All of this expected growth makes Apple a stock that should be owned going forward. You have a company expected to grow revenues by about 26% (adjusting for last year's extra week), along with a 1.85% dividend. This company sells some of the hottest products on the planet, and who knows what will be next. Apple is also buying some stock back now. Apple has upside remaining, but it is possible that fiscal cliff worries could push markets lower. Investors looking to get into Apple may want to start a small position here and buy more if we go lower. The discussion over Apple's valuation is an interesting one to have, and I'm sure many are looking for my thoughts there. I'll cover Apple's valuation in my next Apple article, which I expect to have out the first week of December.
Disclosure: I have no positions in any stocks mentioned, but may initiate a long position in AAPL over the next 72 hours. I wrote this article myself, and it expresses my own opinions. I am not receiving compensation for it (other than from Seeking Alpha). I have no business relationship with any company whose stock is mentioned in this article.

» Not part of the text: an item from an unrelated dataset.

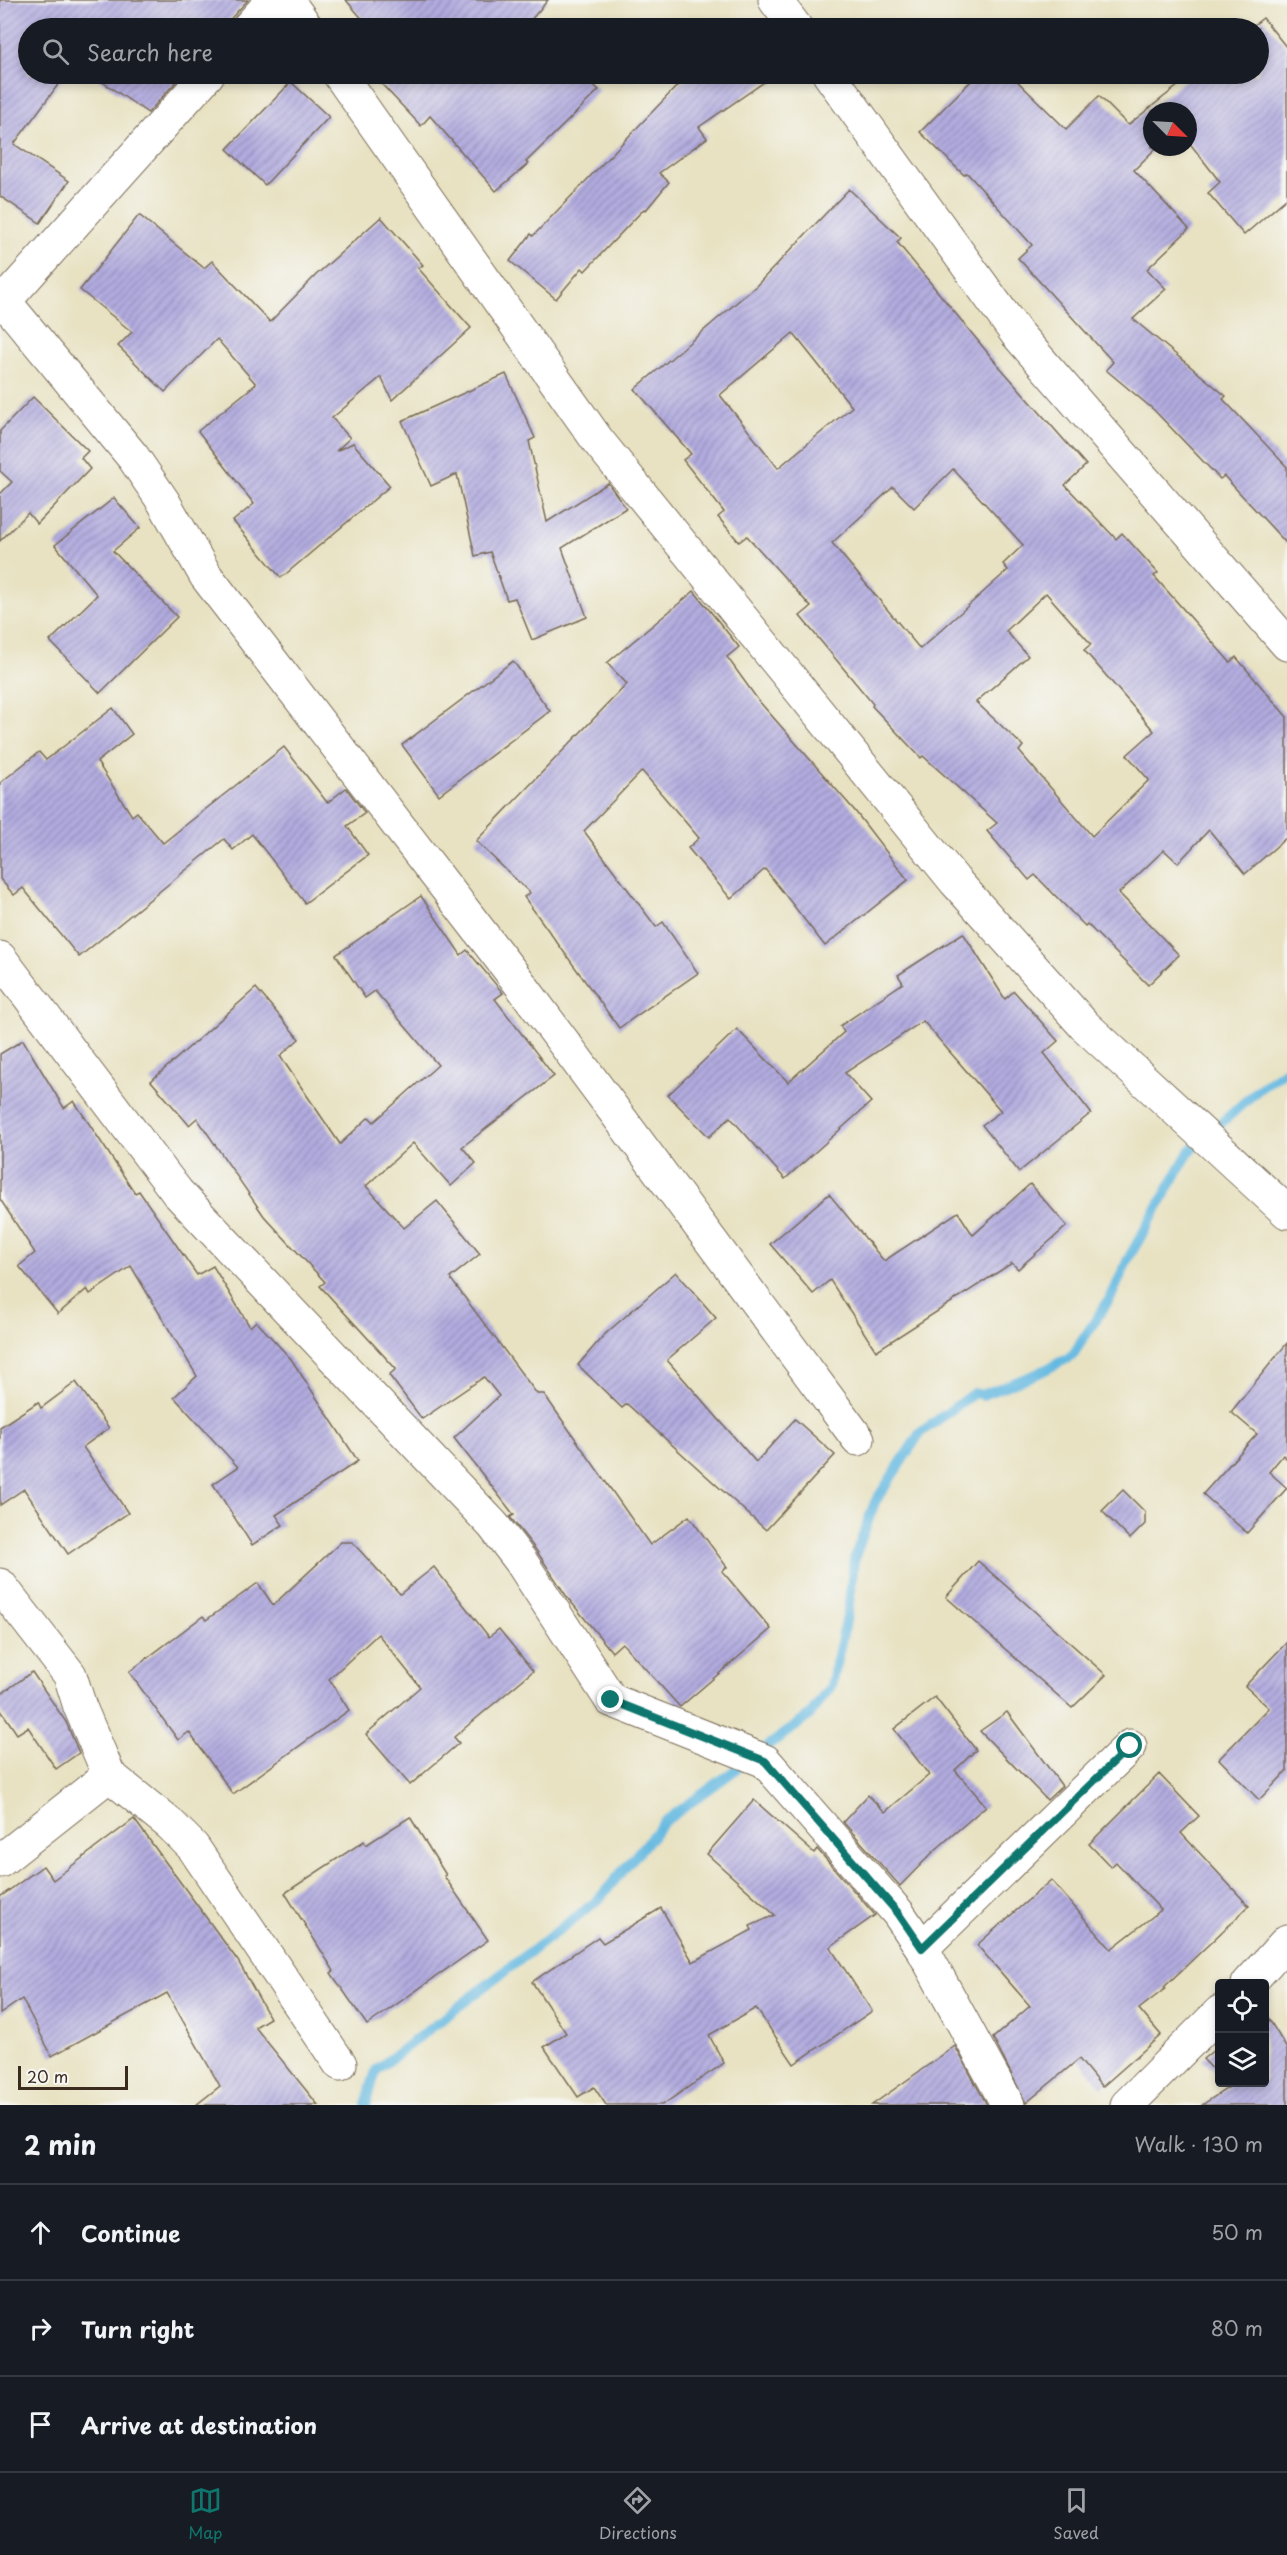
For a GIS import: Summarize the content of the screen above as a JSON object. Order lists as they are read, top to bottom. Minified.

Disclaimer: Investors are always reminded that before making any investment, you should do your own proper due diligence on any name directly or indirectly mentioned in this article. Investors should also consider seeking advice from a broker or financial adviser before making any investment decisions. Any material in this article should be considered general information, and not relied on as a formal investment recommendation.